Collected data:
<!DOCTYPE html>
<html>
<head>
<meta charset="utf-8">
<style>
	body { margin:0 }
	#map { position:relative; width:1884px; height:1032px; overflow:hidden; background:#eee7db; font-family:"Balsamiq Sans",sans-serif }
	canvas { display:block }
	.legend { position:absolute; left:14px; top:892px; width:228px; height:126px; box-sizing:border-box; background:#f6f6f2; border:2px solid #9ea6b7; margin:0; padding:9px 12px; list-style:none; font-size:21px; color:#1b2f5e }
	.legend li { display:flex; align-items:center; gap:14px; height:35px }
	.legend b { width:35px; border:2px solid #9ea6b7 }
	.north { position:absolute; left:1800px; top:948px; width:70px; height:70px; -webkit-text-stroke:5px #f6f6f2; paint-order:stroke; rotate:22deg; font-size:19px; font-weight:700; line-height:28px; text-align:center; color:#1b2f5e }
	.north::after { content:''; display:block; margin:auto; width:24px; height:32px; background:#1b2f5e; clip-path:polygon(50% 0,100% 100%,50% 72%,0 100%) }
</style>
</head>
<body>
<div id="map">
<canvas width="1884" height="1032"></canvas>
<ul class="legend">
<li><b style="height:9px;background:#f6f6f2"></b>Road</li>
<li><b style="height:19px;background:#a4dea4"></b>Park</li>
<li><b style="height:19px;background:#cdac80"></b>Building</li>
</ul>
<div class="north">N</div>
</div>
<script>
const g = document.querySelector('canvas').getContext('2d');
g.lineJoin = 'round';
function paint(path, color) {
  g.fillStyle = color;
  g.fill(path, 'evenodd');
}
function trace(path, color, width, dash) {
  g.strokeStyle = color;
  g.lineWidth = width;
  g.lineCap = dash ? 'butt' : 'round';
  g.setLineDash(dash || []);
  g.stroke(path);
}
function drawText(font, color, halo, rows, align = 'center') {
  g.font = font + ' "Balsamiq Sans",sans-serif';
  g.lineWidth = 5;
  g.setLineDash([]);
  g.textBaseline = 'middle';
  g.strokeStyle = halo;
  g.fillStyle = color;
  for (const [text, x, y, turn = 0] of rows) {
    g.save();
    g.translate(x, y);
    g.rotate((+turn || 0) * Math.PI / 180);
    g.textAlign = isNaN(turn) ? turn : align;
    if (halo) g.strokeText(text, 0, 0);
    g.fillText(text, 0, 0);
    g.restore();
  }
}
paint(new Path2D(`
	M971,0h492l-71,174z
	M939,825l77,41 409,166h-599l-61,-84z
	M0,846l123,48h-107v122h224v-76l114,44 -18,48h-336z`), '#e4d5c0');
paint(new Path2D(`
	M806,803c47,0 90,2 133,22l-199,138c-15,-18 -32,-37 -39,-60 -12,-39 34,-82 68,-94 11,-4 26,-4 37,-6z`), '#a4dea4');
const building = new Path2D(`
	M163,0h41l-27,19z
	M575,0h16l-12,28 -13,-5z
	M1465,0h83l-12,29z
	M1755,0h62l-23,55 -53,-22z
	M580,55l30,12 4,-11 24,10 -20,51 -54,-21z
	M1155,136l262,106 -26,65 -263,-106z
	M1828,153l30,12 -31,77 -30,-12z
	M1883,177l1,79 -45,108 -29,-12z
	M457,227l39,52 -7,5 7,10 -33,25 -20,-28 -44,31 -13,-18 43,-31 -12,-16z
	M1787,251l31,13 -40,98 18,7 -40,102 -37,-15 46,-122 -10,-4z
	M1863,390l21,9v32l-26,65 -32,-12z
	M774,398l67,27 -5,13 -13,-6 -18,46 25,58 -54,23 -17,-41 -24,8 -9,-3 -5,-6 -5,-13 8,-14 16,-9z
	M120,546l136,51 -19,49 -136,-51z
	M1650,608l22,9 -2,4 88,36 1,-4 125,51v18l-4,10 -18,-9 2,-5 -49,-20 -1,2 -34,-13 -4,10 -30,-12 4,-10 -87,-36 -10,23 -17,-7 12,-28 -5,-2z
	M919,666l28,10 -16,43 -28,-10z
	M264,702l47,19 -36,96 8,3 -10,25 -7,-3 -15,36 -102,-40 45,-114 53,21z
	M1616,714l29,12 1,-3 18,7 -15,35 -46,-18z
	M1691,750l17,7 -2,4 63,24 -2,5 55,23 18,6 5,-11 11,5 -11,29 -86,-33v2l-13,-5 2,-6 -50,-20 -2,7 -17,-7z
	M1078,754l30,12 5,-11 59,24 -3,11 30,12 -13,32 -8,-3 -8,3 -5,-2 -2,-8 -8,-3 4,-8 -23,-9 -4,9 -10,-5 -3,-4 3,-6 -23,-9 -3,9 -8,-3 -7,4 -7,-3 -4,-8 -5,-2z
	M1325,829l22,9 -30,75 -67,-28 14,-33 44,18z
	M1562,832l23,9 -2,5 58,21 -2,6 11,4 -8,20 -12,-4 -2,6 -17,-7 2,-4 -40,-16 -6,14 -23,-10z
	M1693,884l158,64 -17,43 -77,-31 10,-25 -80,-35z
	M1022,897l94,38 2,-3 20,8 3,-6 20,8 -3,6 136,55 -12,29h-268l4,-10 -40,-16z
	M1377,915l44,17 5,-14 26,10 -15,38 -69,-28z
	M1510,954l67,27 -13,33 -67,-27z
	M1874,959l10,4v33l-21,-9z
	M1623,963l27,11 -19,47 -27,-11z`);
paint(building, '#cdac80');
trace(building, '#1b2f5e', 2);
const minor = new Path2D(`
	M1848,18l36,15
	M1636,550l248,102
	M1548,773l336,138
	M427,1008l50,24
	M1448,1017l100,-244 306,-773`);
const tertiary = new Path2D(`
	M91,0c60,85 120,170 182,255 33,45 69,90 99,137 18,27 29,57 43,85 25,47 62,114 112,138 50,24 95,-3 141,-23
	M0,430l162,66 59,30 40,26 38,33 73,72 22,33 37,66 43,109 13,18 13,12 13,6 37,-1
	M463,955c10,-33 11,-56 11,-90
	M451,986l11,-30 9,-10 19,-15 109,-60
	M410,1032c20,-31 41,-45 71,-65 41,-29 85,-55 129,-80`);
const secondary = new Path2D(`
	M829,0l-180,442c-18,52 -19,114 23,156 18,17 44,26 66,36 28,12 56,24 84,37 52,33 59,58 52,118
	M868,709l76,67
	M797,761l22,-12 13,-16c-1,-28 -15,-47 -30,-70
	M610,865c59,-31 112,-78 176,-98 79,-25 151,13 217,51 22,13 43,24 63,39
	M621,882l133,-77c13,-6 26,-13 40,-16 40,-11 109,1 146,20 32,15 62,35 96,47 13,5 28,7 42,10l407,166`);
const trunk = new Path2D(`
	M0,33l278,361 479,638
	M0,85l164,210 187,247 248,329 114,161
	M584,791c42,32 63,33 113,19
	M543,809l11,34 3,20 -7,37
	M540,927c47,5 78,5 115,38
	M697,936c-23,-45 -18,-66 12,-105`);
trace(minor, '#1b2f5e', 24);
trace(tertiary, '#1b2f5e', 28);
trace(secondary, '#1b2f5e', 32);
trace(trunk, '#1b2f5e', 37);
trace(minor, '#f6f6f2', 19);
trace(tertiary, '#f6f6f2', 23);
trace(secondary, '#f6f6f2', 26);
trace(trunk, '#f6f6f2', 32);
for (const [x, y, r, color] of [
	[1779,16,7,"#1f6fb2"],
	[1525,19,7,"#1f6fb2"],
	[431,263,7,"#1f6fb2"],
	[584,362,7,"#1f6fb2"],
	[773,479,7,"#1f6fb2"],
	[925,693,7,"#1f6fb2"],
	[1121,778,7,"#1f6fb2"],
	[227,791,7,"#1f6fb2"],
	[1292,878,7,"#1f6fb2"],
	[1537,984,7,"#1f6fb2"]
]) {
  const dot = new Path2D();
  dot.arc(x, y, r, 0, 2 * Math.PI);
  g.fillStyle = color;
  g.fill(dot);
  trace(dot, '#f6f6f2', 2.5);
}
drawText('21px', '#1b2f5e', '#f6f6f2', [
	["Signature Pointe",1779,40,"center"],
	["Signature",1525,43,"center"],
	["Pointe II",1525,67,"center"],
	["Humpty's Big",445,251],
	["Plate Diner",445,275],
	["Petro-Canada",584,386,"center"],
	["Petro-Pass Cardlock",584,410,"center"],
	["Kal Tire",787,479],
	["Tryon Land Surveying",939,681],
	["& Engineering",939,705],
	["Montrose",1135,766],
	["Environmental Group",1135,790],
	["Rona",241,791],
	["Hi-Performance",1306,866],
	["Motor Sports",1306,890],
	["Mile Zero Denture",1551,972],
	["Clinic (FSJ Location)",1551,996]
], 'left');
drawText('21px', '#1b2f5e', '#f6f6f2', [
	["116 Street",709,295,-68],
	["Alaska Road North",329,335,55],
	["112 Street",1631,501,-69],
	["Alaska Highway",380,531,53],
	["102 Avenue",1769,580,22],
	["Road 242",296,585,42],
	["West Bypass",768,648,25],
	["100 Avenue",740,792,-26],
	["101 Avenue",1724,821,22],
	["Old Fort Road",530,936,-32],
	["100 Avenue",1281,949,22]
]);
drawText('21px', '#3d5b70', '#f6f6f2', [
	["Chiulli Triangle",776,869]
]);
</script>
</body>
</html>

▸ **Exercise requirements**:
All lines above from the line with "position:absolute; left:14px; top:892px;" through the line with "position:absolute; left:1800px; top:948px;", both included, are to be set down exactly, with nothing else.

▸ **Result of this exercise**:
	.legend { position:absolute; left:14px; top:892px; width:228px; height:126px; box-sizing:border-box; background:#f6f6f2; border:2px solid #9ea6b7; margin:0; padding:9px 12px; list-style:none; font-size:21px; color:#1b2f5e }
	.legend li { display:flex; align-items:center; gap:14px; height:35px }
	.legend b { width:35px; border:2px solid #9ea6b7 }
	.north { position:absolute; left:1800px; top:948px; width:70px; height:70px; -webkit-text-stroke:5px #f6f6f2; paint-order:stroke; rotate:22deg; font-size:19px; font-weight:700; line-height:28px; text-align:center; color:#1b2f5e }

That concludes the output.